How do I tell a corrupt chunk from a plugin crash when both hit on login?
Both can crash the instant a player joins, but the stack trace separates them. A corrupt region names chunk, region, or NBT loading and reproduces at the same coordinates regardless of which build you run; a plugin crash names a plugin package at the top and follows that plugin across world locations. The quick test: remove the suspect plugin and see if the same player can log in. If they still crash with the plugin gone, restore that region from backup or delete the r.X.Z.mca so it regenerates.
There's no crash-reports file at all — where else should I look?
A file lands in crash-reports/ only when Java itself writes one, and it sits in the server's working directory next to the jar — named like crash-yyyy-mm-dd_hh.mm.ss-server.txt, not in the client's %appdata%\.minecraft folder. If that file is missing, the failure happened below Java: look for hs_err_pid<pid>.log in the same folder for a native fault, or a bare Killed in the console for the OS out-of-memory killer.
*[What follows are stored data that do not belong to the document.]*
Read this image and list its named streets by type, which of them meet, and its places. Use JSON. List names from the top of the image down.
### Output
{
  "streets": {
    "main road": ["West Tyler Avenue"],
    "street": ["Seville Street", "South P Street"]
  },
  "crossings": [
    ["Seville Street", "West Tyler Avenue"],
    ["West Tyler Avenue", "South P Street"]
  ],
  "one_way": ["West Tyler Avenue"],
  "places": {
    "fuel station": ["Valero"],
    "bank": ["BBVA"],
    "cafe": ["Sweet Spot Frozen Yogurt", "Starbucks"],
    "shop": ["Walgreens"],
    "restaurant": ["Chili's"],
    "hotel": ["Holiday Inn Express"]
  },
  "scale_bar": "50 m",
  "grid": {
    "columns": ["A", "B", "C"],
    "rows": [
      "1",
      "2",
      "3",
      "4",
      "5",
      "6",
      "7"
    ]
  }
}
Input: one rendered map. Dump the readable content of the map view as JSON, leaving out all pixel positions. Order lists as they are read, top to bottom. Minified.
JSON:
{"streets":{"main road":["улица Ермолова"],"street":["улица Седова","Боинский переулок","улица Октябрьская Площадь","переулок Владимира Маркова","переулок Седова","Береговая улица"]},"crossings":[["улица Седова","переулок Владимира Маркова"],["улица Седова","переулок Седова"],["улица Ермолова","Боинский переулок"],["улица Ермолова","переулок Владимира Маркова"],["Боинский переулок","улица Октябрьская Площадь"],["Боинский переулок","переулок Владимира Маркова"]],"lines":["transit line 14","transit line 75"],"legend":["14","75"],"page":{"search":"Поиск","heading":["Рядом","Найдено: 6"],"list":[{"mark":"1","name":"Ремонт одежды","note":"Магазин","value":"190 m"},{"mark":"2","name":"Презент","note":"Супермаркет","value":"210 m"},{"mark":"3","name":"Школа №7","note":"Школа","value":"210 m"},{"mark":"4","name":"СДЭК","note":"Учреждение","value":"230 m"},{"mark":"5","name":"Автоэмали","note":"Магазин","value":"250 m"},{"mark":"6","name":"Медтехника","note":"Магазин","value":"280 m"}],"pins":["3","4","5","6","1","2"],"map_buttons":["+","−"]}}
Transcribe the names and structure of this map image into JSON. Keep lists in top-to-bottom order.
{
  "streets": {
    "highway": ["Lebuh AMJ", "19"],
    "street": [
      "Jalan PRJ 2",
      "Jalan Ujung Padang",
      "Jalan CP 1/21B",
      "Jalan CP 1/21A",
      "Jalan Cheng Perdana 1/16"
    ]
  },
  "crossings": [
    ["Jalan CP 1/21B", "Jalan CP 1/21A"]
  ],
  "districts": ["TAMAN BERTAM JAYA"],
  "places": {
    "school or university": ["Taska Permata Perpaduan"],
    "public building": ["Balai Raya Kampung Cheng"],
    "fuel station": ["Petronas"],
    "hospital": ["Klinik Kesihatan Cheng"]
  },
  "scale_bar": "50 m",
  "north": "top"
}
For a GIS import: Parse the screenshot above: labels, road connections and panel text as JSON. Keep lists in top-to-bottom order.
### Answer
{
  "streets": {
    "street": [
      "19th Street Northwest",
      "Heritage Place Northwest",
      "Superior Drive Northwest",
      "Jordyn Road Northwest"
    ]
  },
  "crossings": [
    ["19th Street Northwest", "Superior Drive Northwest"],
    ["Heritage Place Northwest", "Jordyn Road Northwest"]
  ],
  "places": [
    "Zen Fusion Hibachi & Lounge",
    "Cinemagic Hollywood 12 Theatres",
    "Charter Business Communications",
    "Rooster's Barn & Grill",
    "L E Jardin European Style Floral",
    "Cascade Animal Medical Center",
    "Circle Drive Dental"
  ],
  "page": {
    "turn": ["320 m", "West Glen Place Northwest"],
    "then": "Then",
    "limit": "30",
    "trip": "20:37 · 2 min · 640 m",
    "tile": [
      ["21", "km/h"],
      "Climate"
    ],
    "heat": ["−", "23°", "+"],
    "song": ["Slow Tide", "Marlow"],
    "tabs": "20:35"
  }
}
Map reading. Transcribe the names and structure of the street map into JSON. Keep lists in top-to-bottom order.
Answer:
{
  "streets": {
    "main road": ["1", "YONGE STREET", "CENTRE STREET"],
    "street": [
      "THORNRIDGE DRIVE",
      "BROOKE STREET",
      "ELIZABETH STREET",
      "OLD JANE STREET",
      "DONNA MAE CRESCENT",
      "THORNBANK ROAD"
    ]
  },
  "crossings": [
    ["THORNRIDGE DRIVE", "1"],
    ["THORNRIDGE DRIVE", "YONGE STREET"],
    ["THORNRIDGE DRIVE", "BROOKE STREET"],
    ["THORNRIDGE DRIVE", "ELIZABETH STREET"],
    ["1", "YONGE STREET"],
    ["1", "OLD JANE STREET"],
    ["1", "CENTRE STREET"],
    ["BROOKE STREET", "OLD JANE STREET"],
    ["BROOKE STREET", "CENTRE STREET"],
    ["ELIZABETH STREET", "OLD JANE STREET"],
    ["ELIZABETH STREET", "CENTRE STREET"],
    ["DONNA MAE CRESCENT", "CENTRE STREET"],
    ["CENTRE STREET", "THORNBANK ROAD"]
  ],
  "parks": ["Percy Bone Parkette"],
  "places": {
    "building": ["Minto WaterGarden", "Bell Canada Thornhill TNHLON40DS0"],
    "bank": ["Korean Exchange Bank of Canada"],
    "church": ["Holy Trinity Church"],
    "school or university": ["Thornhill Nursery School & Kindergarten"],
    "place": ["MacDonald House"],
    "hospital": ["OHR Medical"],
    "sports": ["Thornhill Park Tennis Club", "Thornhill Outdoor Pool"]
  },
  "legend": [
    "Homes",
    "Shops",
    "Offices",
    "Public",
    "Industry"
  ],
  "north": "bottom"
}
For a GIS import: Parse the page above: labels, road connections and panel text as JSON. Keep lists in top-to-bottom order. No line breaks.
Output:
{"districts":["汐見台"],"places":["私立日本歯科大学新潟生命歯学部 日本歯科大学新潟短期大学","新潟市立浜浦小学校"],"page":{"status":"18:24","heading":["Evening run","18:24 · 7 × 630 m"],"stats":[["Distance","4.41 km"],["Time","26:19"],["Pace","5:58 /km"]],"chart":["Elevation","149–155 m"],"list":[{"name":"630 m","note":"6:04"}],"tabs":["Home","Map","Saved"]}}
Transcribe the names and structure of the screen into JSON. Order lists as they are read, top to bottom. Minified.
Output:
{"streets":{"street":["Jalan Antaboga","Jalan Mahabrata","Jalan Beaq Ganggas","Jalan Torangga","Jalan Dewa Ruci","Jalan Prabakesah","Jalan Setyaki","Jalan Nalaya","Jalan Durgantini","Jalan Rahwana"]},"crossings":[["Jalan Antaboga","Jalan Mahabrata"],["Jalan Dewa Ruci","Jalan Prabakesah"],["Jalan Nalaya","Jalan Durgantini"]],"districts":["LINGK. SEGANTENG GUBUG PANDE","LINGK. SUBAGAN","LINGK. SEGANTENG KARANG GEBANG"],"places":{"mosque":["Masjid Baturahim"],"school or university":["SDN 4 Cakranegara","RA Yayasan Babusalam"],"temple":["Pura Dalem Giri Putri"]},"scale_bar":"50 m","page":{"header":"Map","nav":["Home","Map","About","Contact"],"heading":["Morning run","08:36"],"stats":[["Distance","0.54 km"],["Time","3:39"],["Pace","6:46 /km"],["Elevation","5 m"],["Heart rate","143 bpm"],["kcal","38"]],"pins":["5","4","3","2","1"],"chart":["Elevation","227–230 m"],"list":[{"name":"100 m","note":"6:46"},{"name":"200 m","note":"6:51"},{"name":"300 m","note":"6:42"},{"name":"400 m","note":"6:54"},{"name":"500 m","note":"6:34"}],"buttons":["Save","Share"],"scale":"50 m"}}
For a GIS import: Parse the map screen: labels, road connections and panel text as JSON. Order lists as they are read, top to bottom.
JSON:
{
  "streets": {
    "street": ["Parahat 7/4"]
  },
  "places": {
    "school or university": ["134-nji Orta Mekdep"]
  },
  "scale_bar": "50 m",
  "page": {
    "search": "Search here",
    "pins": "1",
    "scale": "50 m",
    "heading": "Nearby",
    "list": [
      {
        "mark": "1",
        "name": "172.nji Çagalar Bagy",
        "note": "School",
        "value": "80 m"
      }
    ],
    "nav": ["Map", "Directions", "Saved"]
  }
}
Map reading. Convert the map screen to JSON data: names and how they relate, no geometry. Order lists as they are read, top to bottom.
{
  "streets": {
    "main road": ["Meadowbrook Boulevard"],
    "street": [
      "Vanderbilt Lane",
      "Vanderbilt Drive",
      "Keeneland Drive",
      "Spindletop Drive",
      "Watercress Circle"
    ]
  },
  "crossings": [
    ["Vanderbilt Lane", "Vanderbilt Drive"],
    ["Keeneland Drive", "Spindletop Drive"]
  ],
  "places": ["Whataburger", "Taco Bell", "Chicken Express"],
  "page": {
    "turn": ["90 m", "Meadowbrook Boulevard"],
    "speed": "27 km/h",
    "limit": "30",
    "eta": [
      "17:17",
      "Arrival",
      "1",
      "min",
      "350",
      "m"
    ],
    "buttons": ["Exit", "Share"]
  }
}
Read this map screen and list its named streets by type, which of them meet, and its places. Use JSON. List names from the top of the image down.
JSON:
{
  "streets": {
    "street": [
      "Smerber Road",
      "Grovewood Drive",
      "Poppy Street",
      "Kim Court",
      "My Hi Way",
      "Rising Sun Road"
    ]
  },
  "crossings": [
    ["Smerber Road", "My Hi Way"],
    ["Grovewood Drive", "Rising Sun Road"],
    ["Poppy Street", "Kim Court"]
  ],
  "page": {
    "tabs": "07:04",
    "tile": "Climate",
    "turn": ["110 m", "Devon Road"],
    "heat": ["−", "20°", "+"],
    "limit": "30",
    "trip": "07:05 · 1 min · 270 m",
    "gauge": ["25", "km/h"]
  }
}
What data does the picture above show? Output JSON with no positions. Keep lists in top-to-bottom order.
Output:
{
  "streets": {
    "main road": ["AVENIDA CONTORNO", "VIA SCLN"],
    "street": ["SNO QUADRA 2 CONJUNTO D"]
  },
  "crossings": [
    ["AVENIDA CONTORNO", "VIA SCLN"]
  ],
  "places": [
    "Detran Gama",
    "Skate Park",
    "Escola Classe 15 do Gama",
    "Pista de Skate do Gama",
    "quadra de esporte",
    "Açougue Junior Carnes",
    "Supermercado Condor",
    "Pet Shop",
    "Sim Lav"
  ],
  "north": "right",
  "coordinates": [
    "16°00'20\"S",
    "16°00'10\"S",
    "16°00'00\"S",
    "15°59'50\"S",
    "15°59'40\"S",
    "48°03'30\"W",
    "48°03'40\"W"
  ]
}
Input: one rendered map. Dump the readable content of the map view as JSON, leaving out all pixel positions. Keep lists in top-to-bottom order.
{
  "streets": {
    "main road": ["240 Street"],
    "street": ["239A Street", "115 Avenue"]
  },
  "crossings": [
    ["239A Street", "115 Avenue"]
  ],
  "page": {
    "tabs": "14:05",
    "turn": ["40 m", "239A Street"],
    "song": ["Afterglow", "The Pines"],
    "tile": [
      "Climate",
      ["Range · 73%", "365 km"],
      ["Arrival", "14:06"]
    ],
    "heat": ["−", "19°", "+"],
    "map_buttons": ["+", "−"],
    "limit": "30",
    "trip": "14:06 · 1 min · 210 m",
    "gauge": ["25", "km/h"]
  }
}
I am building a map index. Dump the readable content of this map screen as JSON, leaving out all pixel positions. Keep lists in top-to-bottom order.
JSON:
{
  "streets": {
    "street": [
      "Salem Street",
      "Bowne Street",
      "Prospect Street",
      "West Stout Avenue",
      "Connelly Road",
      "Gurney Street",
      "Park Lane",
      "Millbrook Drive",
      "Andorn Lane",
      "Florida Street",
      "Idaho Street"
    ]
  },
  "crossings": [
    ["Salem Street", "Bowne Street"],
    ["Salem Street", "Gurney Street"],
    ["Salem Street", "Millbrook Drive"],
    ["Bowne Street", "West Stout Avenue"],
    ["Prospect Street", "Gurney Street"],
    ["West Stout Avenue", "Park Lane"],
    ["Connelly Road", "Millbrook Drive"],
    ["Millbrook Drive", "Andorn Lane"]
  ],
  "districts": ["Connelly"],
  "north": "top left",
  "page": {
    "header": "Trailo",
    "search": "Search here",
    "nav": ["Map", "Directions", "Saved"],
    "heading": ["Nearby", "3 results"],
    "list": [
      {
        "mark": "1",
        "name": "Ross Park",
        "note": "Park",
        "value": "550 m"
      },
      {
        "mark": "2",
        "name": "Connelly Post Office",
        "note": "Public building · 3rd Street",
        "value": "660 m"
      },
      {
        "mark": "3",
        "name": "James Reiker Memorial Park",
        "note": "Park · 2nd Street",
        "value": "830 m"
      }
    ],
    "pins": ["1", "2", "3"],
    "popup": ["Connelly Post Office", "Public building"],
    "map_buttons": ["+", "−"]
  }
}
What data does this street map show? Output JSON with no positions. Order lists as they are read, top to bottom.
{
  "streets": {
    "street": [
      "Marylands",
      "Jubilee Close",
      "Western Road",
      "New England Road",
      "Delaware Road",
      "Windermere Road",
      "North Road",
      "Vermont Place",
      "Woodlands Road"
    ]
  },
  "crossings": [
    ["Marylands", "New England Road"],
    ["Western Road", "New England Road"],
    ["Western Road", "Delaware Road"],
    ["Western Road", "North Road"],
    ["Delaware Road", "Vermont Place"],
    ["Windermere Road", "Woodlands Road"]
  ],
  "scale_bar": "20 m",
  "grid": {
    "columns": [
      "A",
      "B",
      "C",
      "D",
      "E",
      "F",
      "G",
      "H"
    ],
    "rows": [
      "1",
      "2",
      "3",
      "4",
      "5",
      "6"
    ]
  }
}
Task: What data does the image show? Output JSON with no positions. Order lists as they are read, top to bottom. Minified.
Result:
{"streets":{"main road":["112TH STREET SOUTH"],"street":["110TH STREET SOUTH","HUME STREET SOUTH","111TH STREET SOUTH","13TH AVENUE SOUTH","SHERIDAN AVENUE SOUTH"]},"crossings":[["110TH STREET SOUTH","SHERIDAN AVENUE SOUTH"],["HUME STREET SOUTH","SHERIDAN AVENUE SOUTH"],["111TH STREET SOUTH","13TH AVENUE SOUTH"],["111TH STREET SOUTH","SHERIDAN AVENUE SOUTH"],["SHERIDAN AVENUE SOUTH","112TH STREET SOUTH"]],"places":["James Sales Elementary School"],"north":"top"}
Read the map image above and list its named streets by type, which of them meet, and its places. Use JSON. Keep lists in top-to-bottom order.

A watchdog kill, by contrast, does write a normal report and ends with Considering it to be crashed, server will forcibly shutdown.
The crash log barely changed after I updated the server — what now?
If crashes started or got worse right after an update, the split is startup versus in-play. If the server never reaches its Done! startup line and the console shows java.lang.UnsupportedClassVersionError, your JDK is older than the jar needs — install Java 21 and recheck with java -version. If it boots fine but crashes once people are playing, a plugin compiled for the previous version is the likely cause; match each plugin to a build for your current version, or roll the server back to the stable 26.1 line until the plugins you depend on have caught up.